Snakemake Workflow¶
For batch processing multiple VCF files in parallel, hardnormly includes a Snakemake 8+ workflow with SLURM support.
Overview¶
The workflow reads a list of VCF file paths and runs hardnormly.sh on each one independently. Configuration (reference paths, BED files, filters) is shared across all samples via config.yaml.
Setup¶
-
Edit configuration: Adjust
config/config.yamlwith your reference paths, BED files, and filter settings. -
Create VCF list: Create a text file with one VCF path per line.

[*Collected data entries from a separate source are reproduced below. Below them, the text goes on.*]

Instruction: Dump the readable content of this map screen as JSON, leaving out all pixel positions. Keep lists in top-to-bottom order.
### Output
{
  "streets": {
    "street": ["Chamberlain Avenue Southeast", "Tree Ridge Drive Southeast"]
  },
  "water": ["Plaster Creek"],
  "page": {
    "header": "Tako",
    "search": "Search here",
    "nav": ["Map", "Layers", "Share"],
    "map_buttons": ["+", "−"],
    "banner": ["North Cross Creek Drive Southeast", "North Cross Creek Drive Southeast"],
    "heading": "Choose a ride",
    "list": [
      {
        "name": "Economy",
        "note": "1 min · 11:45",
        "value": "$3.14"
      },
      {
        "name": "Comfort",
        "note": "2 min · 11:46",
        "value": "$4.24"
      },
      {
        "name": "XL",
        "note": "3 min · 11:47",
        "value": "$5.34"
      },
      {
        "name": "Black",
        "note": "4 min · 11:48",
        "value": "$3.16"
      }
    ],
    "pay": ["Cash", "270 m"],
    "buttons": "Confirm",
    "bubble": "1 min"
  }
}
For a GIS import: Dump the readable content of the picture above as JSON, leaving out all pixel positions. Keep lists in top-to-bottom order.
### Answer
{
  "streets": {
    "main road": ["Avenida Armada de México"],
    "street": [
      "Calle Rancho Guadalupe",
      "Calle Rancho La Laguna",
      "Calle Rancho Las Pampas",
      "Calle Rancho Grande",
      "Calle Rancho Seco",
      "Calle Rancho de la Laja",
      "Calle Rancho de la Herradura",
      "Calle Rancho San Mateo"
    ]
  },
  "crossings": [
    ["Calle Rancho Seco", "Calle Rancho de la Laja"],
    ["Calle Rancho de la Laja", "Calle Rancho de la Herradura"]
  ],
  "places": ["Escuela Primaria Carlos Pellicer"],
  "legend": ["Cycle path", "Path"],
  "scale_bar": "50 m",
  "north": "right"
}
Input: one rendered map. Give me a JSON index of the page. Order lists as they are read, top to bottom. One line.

Set
paths.vcf_listin the config to point to this file. -
Choose profile: Use
profiles/default/for local execution or create a cluster profile (seeprofiles/charite/for a SLURM example).
Running¶
# Dry run — preview what will be executed
snakemake --snakefile workflow/Snakefile --configfile config/config.yaml \
--workflow-profile profiles/default -n
# Local execution
snakemake --snakefile workflow/Snakefile --configfile config/config.yaml \
--workflow-profile profiles/default
# SLURM submission (auto-detects cluster environment)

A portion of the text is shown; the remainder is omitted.